Old Coal Isn't King

A nation that still generates about half its electricity from dirty coal can't be lax about keeping its air clean. But the Bush administration appears ready to loosen federal rules on how much older, coal-fired power plants can pollute.

Two years ago the Clinton administration began to tighten enforcement of a key provision in the Clean Air Act of 1970. That provision exempts older plants from pollution standards but demands they meet those standards if their production capacity - and hence polluting capacity - were enlarged.

A number of utilities were sued by the government, which charged they had made improvements in older plants without strengthening pollution controls. Those lawsuits were headed toward settlement, leading to reduced emissions and the imposition of fines.
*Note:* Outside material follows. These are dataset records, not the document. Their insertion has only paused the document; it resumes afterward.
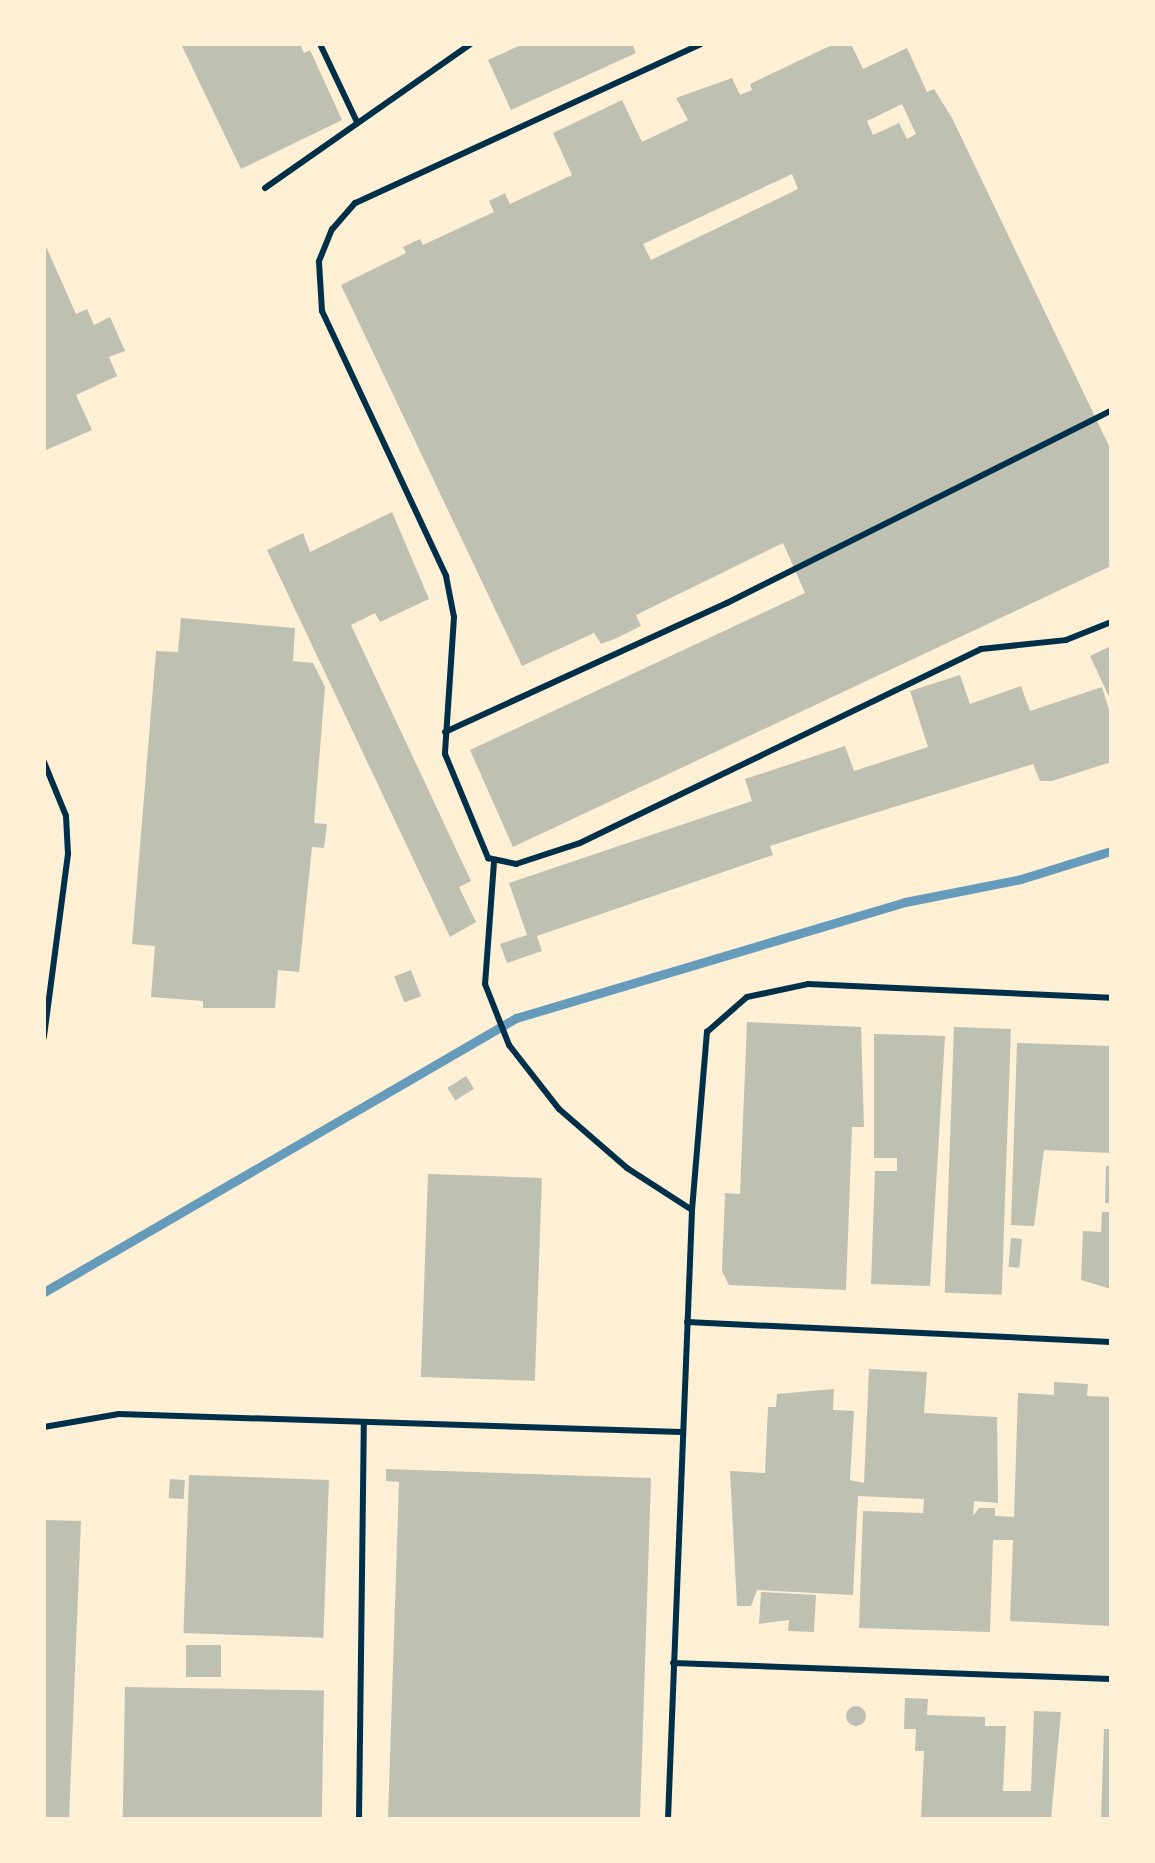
<!DOCTYPE html>
<html>
<head>
<meta charset="utf-8">
<style>
  body { margin:0 }
  #map { position:relative; width:1155px; height:1863px; overflow:hidden; background:#fdf0d5; font-family:"Titillium Web",sans-serif }
  div>[style] { position:absolute }
  [style*='--x'] { left:calc(var(--x)*1px); top:calc(var(--y)*1px); width:calc(var(--w)*1px); rotate:calc(var(--a)*1deg) }
  .stream>* { height:9px; margin:-4.5px; padding:0 4.5px; transform-origin:4.5px; border-radius:4.5px; background:#669bbc }
  .building>* { inset:0; background:#bec0b2; transform-origin:0 0 }
  .round { border-radius:50% }
  .service>* { height:6px; margin:-3px; padding:0 3px; transform-origin:3px; border-radius:3px; background:#003049 }
  span { translate:-50% -50%; white-space:nowrap; text-align:center; line-height:1.15; -webkit-text-stroke:7px #fdf0d5; paint-order:stroke }
  .frame { position:absolute; inset:0; border:46px solid #fdf0d5; pointer-events:none }
</style>
</head>
<body>
<div id="map">
  <div class="stream">
    <div style="--x:44;--y:1292;--w:546;--a:-30.14"></div>
    <div style="--x:516;--y:1018;--w:406;--a:-16.6"></div>
    <div style="--x:905;--y:902;--w:118;--a:-11.2"></div>
    <div style="--x:1021;--y:879;--w:94;--a:-17.3"></div>
  </div>
  <div class="building">
    <div style="clip-path:polygon(181px 44px,300px 44px,304px 53px,310px 50px,342px 120px,241px 169px)"></div>
    <div style="clip-path:polygon(523px 44px,632px 44px,636px 53px,511px 110px,488px 60px)"></div>
    <div style="clip-path:polygon(evenodd,834px 44px,851px 44px,863px 69px,907px 48px,927px 92px,934px 89px,952px 118px,1111px 450px,1111px 566px,513px 847px,470px 750px,805px 593px,783px 543px,636px 615px,641px 626px,617px 638px,601px 644px,594px 633px,522px 666px,341px 285px,406px 253px,403px 247px,420px 239px,423px 245px,494px 212px,489px 201px,505px 193px,510px 204px,572px 175px,553px 133px,622px 100px,642px 142px,688px 120px,676px 98px,732px 78px,740px 95px,752px 90px,750px 84px,834px 44px,902px 104px,916px 134px,907px 139px,899px 123px,873px 135px,867px 121px,902px 104px,834px 44px,792px 174px,798px 189px,651px 260px,643px 244px,792px 174px)"></div>
    <div style="clip-path:polygon(44px 242px,76px 314px,87px 309px,94px 325px,110px 317px,125px 351px,109px 357px,117px 376px,76px 395px,92px 430px,44px 451px)"></div>
    <div style="clip-path:polygon(392px 512px,429px 599px,380px 622px,375px 613px,351px 625px,471px 881px,459px 887px,476px 922px,450px 937px,267px 550px,303px 533px,310px 552px)"></div>
    <div style="clip-path:polygon(181px 618px,295px 628px,293px 661px,313px 663px,325px 687px,314px 823px,327px 824px,324px 848px,312px 847px,299px 972px,278px 970px,275px 1008px,203px 1008px,203px 1001px,151px 997px,155px 946px,132px 944px,156px 651px,178px 652px)"></div>
    <div style="clip-path:polygon(1111px 646px,1111px 701px,1090px 656px)"></div>
    <div style="clip-path:polygon(960px 675px,970px 704px,1021px 686px,1030px 711px,1102px 687px,1111px 716px,1111px 762px,1052px 781px,1040px 781px,1033px 764px,826px 828px,770px 846px,773px 855px,537px 936px,542px 951px,507px 963px,500px 944px,527px 935px,509px 883px,752px 801px,745px 779px,845px 746px,854px 771px,928px 747px,910px 691px)"></div>
    <div style="left:411px;top:970px;width:28px;height:18px;rotate:69deg"></div>
    <div style="clip-path:polygon(747px 1022px,861px 1027px,864px 1127px,852px 1127px,846px 1290px,729px 1285px,722px 1271px,725px 1193px,740px 1194px)"></div>
    <div style="left:954px;top:1027px;width:57px;height:266px;rotate:2deg"></div>
    <div style="clip-path:polygon(874px 1034px,945px 1036px,930px 1286px,871px 1284px,875px 1171px,897px 1171px,897px 1158px,874px 1158px)"></div>
    <div style="clip-path:polygon(1017px 1043px,1111px 1046px,1111px 1153px,1044px 1150px,1034px 1226px,1011px 1225px)"></div>
    <div style="left:466px;top:1076px;width:15px;height:22px;rotate:58deg"></div>
    <div style="clip-path:polygon(1106px 1166px,1111px 1166px,1111px 1203px,1105px 1203px)"></div>
    <div style="left:428px;top:1174px;width:114px;height:203px;rotate:2deg"></div>
    <div style="clip-path:polygon(1102px 1212px,1111px 1212px,1111px 1289px,1081px 1280px,1083px 1231px,1101px 1232px)"></div>
    <div style="left:1011px;top:1238px;width:11px;height:29px;rotate:5deg"></div>
    <div style="clip-path:polygon(869px 1369px,927px 1372px,924px 1413px,997px 1417px,998px 1503px,974px 1501px,973px 1516px,979px 1508px,995px 1508px,995px 1516px,1014px 1517px,1018px 1393px,1054px 1395px,1054px 1382px,1088px 1384px,1087px 1396px,1111px 1397px,1111px 1626px,1010px 1621px,1013px 1540px,993px 1540px,990px 1632px,859px 1628px,863px 1511px,923px 1513px,924px 1499px,858px 1496px,853px 1595px,757px 1590px,751px 1606px,737px 1606px,730px 1471px,765px 1473px,768px 1407px,776px 1407px,777px 1394px,834px 1389px,833px 1410px,854px 1411px,850px 1480px,864px 1483px)"></div>
    <div style="clip-path:polygon(386px 1469px,651px 1478px,640px 1819px,388px 1819px,399px 1482px,386px 1481px)"></div>
    <div style="left:189px;top:1475px;width:140px;height:158px;rotate:2deg"></div>
    <div style="left:170px;top:1479px;width:15px;height:19px;rotate:4deg"></div>
    <div style="clip-path:polygon(44px 1520px,81px 1521px,69px 1819px,44px 1819px)"></div>
    <div style="clip-path:polygon(761px 1592px,816px 1595px,814px 1632px,788px 1631px,789px 1620px,759px 1624px)"></div>
    <div style="left:186px;top:1645px;width:35px;height:32px"></div>
    <div style="left:125px;top:1687px;width:199px;height:132px;rotate:1deg"></div>
    <div style="clip-path:polygon(905px 1698px,928px 1699px,927px 1715px,985px 1717px,985px 1726px,1006px 1726px,1003px 1791px,1031px 1791px,1034px 1711px,1061px 1712px,1051px 1819px,921px 1819px,924px 1751px,915px 1751px,916px 1729px,904px 1729px)"></div>
    <div class="round" style="left:846px;top:1706px;width:20px;height:20px"></div>
    <div style="clip-path:polygon(1104px 1729px,1111px 1729px,1111px 1819px,1101px 1819px)"></div>
  </div>
  <div class="service">
    <div style="--x:320;--y:44;--w:86;--a:64.6"></div>
    <div style="--x:701;--y:44;--w:381;--a:155.3"></div>
    <div style="--x:355;--y:203;--w:35;--a:131"></div>
    <div style="--x:332;--y:229;--w:35;--a:112"></div>
    <div style="--x:319;--y:262;--w:49;--a:86.5"></div>
    <div style="--x:322;--y:311;--w:293;--a:64.9"></div>
    <div style="--x:446;--y:576;--w:42;--a:79"></div>
    <div style="--x:454;--y:617;--w:137;--a:93.8"></div>
    <div style="--x:445;--y:754;--w:113;--a:67.5"></div>
    <div style="--x:488;--y:858;--w:29;--a:12"></div>
    <div style="--x:516;--y:864;--w:67;--a:-18.2"></div>
    <div style="--x:580;--y:843;--w:445;--a:-25.8"></div>
    <div style="--x:981;--y:649;--w:85;--a:-6"></div>
    <div style="--x:1066;--y:640;--w:48;--a:-21.8"></div>
    <div style="--x:265;--y:188;--w:251;--a:-35"></div>
    <div style="--x:445;--y:732;--w:310;--a:-24.6"></div>
    <div style="--x:727;--y:603;--w:429;--a:-26.6"></div>
    <div style="--x:44;--y:762;--w:58;--a:67.8"></div>
    <div style="--x:66;--y:816;--w:38;--a:87"></div>
    <div style="--x:68;--y:854;--w:185;--a:97.5"></div>
    <div style="--x:494;--y:862;--w:122;--a:94.2"></div>
    <div style="--x:485;--y:984;--w:66;--a:68.5"></div>
    <div style="--x:509;--y:1045;--w:81;--a:52"></div>
    <div style="--x:559;--y:1109;--w:90;--a:40.9"></div>
    <div style="--x:627;--y:1168;--w:77;--a:32.9"></div>
    <div style="--x:687;--y:1322;--w:424;--a:2.7"></div>
    <div style="--x:44;--y:1427;--w:76;--a:-9.8"></div>
    <div style="--x:119;--y:1414;--w:562;--a:1.83"></div>
    <div style="--x:673;--y:1663;--w:438;--a:2.1"></div>
    <div style="--x:359;--y:1819;--w:397;--a:-89.3"></div>
    <div style="--x:668;--y:1819;--w:609;--a:-87.74"></div>
    <div style="--x:692;--y:1210;--w:179;--a:-85.2"></div>
    <div style="--x:707;--y:1032;--w:53;--a:-41.2"></div>
    <div style="--x:747;--y:997;--w:62;--a:-12"></div>
    <div style="--x:808;--y:984;--w:303;--a:2.6"></div>
  </div>
  <div class="frame"></div>
</div>
</body>
</html>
But the new administration is open to changing how the law is applied. Its proposals smack of a retreat from clean-air standards in the name of energy security. One option would be to set higher thresholds for requiring new antipollution efforts at power plants. Another approach would be to amend the Clean Air Act to set across-the-board limits for specific power-plant emissions. That has promise, but it won't be easy to agree on just which chemicals to control.

There should be no disagreement, however, over the need to clean up old coal-burning plants that account for a disproportionate share of the pollution in the eastern United States. The Bush administration shouldn't miss the opportunity to show an environmentally aware public that it can resolve matters like this without marching to industry's drumbeat.